> _Exercise description_
Below are records; copy every line among them that contains the word "bottom".

(Entries taken from a collection)
◇ ◇ ◇ ◇ ◇ ◇ ◇

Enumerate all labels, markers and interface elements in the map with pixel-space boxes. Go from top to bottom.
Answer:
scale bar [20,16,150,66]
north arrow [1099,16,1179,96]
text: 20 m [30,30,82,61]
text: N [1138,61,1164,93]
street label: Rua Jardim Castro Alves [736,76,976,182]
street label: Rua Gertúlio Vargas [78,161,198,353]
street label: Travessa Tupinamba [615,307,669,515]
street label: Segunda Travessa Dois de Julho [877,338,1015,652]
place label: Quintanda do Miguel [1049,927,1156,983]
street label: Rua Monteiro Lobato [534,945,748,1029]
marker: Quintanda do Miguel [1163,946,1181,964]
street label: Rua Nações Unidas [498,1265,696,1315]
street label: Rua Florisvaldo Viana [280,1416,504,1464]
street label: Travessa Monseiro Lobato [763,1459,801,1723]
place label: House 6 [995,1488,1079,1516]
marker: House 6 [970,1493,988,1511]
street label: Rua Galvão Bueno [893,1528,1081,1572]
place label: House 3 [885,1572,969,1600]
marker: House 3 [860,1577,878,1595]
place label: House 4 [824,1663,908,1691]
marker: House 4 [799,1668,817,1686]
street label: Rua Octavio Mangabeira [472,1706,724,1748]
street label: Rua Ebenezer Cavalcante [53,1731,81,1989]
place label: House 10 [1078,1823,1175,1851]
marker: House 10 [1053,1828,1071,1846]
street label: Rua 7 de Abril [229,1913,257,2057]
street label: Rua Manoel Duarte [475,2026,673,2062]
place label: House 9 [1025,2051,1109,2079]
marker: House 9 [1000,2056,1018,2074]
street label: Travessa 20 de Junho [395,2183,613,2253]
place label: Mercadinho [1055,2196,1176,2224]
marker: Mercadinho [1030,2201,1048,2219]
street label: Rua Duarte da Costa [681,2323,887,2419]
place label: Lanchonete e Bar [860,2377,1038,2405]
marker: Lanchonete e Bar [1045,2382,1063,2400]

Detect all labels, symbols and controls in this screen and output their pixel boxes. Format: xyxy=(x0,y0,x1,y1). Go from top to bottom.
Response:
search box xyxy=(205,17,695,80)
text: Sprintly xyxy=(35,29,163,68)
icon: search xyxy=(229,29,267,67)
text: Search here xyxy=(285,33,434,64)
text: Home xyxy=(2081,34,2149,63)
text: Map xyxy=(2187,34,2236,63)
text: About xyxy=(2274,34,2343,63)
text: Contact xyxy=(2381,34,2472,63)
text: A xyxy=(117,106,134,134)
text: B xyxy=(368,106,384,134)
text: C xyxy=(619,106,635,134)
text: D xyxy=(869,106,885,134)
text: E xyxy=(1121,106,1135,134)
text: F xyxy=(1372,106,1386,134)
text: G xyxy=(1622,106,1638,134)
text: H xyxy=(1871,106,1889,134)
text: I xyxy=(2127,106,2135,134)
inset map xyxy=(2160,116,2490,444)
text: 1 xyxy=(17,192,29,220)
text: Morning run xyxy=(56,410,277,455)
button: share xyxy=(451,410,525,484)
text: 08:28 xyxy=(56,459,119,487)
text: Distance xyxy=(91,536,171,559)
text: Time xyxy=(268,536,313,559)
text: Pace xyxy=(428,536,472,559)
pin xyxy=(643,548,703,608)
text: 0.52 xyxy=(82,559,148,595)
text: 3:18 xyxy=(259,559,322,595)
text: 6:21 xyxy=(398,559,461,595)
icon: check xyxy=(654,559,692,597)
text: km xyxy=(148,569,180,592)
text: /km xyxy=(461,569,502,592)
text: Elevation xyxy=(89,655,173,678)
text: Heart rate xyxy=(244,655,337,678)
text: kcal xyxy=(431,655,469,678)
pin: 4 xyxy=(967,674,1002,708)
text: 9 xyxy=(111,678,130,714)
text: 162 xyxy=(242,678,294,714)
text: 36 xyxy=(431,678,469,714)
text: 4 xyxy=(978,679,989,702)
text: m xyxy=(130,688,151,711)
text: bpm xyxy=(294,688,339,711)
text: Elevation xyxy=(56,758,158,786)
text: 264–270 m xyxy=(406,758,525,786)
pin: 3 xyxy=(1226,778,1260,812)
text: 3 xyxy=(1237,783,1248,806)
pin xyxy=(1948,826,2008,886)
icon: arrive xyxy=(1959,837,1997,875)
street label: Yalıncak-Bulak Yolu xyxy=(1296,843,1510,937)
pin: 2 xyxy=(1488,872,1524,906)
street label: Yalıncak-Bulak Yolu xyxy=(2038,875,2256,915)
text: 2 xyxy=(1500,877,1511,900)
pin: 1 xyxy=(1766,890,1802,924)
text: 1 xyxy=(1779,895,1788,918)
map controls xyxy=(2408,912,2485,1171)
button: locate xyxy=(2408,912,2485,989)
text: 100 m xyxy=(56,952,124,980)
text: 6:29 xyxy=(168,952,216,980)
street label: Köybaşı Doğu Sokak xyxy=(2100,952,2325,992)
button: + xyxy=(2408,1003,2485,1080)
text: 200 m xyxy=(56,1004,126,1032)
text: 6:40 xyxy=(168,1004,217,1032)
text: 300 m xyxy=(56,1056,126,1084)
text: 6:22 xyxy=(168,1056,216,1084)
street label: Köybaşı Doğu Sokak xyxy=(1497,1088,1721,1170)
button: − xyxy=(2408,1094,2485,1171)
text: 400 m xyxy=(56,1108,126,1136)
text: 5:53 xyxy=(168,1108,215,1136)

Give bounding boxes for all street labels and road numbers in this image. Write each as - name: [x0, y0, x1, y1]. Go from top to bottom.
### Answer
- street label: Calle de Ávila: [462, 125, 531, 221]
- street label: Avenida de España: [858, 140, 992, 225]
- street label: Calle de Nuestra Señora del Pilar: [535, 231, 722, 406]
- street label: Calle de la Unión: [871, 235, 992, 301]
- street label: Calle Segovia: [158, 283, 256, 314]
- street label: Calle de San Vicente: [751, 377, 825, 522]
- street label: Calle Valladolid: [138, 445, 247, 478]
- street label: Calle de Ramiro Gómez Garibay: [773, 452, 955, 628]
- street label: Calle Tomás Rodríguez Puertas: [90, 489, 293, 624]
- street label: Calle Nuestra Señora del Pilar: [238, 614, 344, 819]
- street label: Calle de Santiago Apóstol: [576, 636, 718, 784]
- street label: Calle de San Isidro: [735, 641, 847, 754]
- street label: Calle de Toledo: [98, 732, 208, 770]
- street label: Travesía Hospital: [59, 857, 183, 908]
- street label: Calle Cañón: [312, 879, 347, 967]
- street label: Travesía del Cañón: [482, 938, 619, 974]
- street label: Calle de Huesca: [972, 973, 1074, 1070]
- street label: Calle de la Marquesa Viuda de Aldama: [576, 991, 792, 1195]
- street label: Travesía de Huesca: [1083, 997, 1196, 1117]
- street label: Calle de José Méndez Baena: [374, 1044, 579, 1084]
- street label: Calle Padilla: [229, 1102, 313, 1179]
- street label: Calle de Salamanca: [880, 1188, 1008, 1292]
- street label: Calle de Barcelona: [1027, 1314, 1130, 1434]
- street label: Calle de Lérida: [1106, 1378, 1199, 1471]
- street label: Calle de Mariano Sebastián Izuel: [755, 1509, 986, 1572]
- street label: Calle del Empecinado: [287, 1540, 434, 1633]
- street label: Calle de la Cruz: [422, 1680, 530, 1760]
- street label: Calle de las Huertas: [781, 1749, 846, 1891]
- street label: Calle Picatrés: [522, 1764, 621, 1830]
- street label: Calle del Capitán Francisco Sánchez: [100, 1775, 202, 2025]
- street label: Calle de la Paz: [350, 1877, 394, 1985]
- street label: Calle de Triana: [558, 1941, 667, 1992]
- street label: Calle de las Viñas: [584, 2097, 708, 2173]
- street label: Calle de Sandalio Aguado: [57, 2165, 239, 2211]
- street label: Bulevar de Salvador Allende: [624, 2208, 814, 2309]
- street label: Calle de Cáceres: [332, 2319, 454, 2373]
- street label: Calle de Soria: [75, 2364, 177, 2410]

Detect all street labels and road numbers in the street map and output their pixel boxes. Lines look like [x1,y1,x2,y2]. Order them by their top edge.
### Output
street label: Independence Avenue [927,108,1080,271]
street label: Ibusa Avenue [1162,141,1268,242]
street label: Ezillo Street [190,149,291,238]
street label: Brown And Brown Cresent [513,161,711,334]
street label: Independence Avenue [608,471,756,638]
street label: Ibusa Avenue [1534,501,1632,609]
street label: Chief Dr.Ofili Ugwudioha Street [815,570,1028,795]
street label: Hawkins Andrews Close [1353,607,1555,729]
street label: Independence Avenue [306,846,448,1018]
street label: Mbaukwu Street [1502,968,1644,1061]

◇ ◇ ◇ ◇ ◇ ◇ ◇

> _Your response_
Enumerate all labels, markers and interface elements in the map with pixel-space boxes. Go from top to bottom.
Detect all labels, symbols and controls in this screen and output their pixel boxes. Format: xyxy=(x0,y0,x1,y1). Go from top to bottom.
Give bounding boxes for all street labels and road numbers in this image. Write each as - name: [x0, y0, x1, y1]. Go from top to bottom.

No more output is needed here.